--- INPUT DATA ---
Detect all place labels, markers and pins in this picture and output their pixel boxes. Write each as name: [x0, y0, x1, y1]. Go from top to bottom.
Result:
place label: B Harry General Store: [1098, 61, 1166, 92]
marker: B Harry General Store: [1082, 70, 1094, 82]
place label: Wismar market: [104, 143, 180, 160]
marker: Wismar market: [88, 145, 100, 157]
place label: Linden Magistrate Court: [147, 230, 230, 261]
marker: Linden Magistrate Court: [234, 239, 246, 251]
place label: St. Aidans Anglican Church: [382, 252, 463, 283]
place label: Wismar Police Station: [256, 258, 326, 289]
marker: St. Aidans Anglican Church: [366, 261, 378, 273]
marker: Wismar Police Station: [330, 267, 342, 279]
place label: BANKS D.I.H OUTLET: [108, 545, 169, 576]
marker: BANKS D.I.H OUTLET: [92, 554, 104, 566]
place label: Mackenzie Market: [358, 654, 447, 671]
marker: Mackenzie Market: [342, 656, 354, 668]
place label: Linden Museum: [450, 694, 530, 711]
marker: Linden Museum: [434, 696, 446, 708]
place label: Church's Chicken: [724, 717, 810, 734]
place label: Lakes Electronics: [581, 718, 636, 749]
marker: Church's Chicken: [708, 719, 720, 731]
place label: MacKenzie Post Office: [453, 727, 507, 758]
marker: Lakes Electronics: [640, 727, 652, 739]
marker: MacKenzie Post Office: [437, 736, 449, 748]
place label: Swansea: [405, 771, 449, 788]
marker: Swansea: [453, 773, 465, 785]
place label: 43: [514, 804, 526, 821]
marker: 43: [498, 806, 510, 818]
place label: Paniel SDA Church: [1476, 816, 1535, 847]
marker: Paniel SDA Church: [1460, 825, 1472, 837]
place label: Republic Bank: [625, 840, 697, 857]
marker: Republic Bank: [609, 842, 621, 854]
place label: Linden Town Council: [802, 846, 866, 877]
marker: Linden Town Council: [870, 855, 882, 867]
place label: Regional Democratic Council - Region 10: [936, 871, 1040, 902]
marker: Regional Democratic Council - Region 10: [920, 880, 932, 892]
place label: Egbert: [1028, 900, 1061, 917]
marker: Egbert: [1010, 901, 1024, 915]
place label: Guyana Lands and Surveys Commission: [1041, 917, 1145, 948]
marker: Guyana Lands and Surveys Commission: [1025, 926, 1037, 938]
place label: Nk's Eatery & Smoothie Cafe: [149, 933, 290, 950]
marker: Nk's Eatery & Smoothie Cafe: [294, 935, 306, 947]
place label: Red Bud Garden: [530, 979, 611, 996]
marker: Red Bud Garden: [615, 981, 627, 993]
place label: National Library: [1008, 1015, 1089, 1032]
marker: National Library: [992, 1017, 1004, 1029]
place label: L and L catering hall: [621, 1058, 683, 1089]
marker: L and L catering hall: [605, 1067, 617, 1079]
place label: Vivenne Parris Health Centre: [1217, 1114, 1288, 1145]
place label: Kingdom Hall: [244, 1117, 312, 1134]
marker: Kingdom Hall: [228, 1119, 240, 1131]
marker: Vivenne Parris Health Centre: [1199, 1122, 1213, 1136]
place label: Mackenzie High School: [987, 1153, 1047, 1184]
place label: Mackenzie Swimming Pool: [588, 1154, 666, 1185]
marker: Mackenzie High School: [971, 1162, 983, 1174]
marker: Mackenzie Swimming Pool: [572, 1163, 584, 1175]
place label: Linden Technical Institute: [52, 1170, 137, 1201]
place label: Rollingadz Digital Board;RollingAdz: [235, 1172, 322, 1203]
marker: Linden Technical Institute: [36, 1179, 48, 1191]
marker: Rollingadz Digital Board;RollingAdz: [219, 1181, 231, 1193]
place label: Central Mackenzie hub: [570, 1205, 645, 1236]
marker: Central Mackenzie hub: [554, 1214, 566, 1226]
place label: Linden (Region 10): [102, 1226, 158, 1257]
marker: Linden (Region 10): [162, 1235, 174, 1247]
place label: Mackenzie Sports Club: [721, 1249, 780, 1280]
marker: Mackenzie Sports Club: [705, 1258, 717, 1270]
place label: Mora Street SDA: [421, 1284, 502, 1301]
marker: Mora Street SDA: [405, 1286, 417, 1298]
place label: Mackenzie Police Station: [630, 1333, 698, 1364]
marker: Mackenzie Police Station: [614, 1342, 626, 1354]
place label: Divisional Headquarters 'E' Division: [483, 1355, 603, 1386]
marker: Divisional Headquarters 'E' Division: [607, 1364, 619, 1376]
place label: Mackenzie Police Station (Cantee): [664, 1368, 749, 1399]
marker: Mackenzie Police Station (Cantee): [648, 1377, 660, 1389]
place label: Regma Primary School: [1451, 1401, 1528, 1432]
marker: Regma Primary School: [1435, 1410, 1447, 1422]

--- EXERCISE BRIEF ---
Faithfully transcribe the whole of the data.

--- ANSWER BELOW ---
Detect all place labels, markers and pins in this picture and output their pixel boxes. Write each as name: [x0, y0, x1, y1]. Go from top to bottom.
Result:
place label: B Harry General Store: [1098, 61, 1166, 92]
marker: B Harry General Store: [1082, 70, 1094, 82]
place label: Wismar market: [104, 143, 180, 160]
marker: Wismar market: [88, 145, 100, 157]
place label: Linden Magistrate Court: [147, 230, 230, 261]
marker: Linden Magistrate Court: [234, 239, 246, 251]
place label: St. Aidans Anglican Church: [382, 252, 463, 283]
place label: Wismar Police Station: [256, 258, 326, 289]
marker: St. Aidans Anglican Church: [366, 261, 378, 273]
marker: Wismar Police Station: [330, 267, 342, 279]
place label: BANKS D.I.H OUTLET: [108, 545, 169, 576]
marker: BANKS D.I.H OUTLET: [92, 554, 104, 566]
place label: Mackenzie Market: [358, 654, 447, 671]
marker: Mackenzie Market: [342, 656, 354, 668]
place label: Linden Museum: [450, 694, 530, 711]
marker: Linden Museum: [434, 696, 446, 708]
place label: Church's Chicken: [724, 717, 810, 734]
place label: Lakes Electronics: [581, 718, 636, 749]
marker: Church's Chicken: [708, 719, 720, 731]
place label: MacKenzie Post Office: [453, 727, 507, 758]
marker: Lakes Electronics: [640, 727, 652, 739]
marker: MacKenzie Post Office: [437, 736, 449, 748]
place label: Swansea: [405, 771, 449, 788]
marker: Swansea: [453, 773, 465, 785]
place label: 43: [514, 804, 526, 821]
marker: 43: [498, 806, 510, 818]
place label: Paniel SDA Church: [1476, 816, 1535, 847]
marker: Paniel SDA Church: [1460, 825, 1472, 837]
place label: Republic Bank: [625, 840, 697, 857]
marker: Republic Bank: [609, 842, 621, 854]
place label: Linden Town Council: [802, 846, 866, 877]
marker: Linden Town Council: [870, 855, 882, 867]
place label: Regional Democratic Council - Region 10: [936, 871, 1040, 902]
marker: Regional Democratic Council - Region 10: [920, 880, 932, 892]
place label: Egbert: [1028, 900, 1061, 917]
marker: Egbert: [1010, 901, 1024, 915]
place label: Guyana Lands and Surveys Commission: [1041, 917, 1145, 948]
marker: Guyana Lands and Surveys Commission: [1025, 926, 1037, 938]
place label: Nk's Eatery & Smoothie Cafe: [149, 933, 290, 950]
marker: Nk's Eatery & Smoothie Cafe: [294, 935, 306, 947]
place label: Red Bud Garden: [530, 979, 611, 996]
marker: Red Bud Garden: [615, 981, 627, 993]
place label: National Library: [1008, 1015, 1089, 1032]
marker: National Library: [992, 1017, 1004, 1029]
place label: L and L catering hall: [621, 1058, 683, 1089]
marker: L and L catering hall: [605, 1067, 617, 1079]
place label: Vivenne Parris Health Centre: [1217, 1114, 1288, 1145]
place label: Kingdom Hall: [244, 1117, 312, 1134]
marker: Kingdom Hall: [228, 1119, 240, 1131]
marker: Vivenne Parris Health Centre: [1199, 1122, 1213, 1136]
place label: Mackenzie High School: [987, 1153, 1047, 1184]
place label: Mackenzie Swimming Pool: [588, 1154, 666, 1185]
marker: Mackenzie High School: [971, 1162, 983, 1174]
marker: Mackenzie Swimming Pool: [572, 1163, 584, 1175]
place label: Linden Technical Institute: [52, 1170, 137, 1201]
place label: Rollingadz Digital Board;RollingAdz: [235, 1172, 322, 1203]
marker: Linden Technical Institute: [36, 1179, 48, 1191]
marker: Rollingadz Digital Board;RollingAdz: [219, 1181, 231, 1193]
place label: Central Mackenzie hub: [570, 1205, 645, 1236]
marker: Central Mackenzie hub: [554, 1214, 566, 1226]
place label: Linden (Region 10): [102, 1226, 158, 1257]
marker: Linden (Region 10): [162, 1235, 174, 1247]
place label: Mackenzie Sports Club: [721, 1249, 780, 1280]
marker: Mackenzie Sports Club: [705, 1258, 717, 1270]
place label: Mora Street SDA: [421, 1284, 502, 1301]
marker: Mora Street SDA: [405, 1286, 417, 1298]
place label: Mackenzie Police Station: [630, 1333, 698, 1364]
marker: Mackenzie Police Station: [614, 1342, 626, 1354]
place label: Divisional Headquarters 'E' Division: [483, 1355, 603, 1386]
marker: Divisional Headquarters 'E' Division: [607, 1364, 619, 1376]
place label: Mackenzie Police Station (Cantee): [664, 1368, 749, 1399]
marker: Mackenzie Police Station (Cantee): [648, 1377, 660, 1389]
place label: Regma Primary School: [1451, 1401, 1528, 1432]
marker: Regma Primary School: [1435, 1410, 1447, 1422]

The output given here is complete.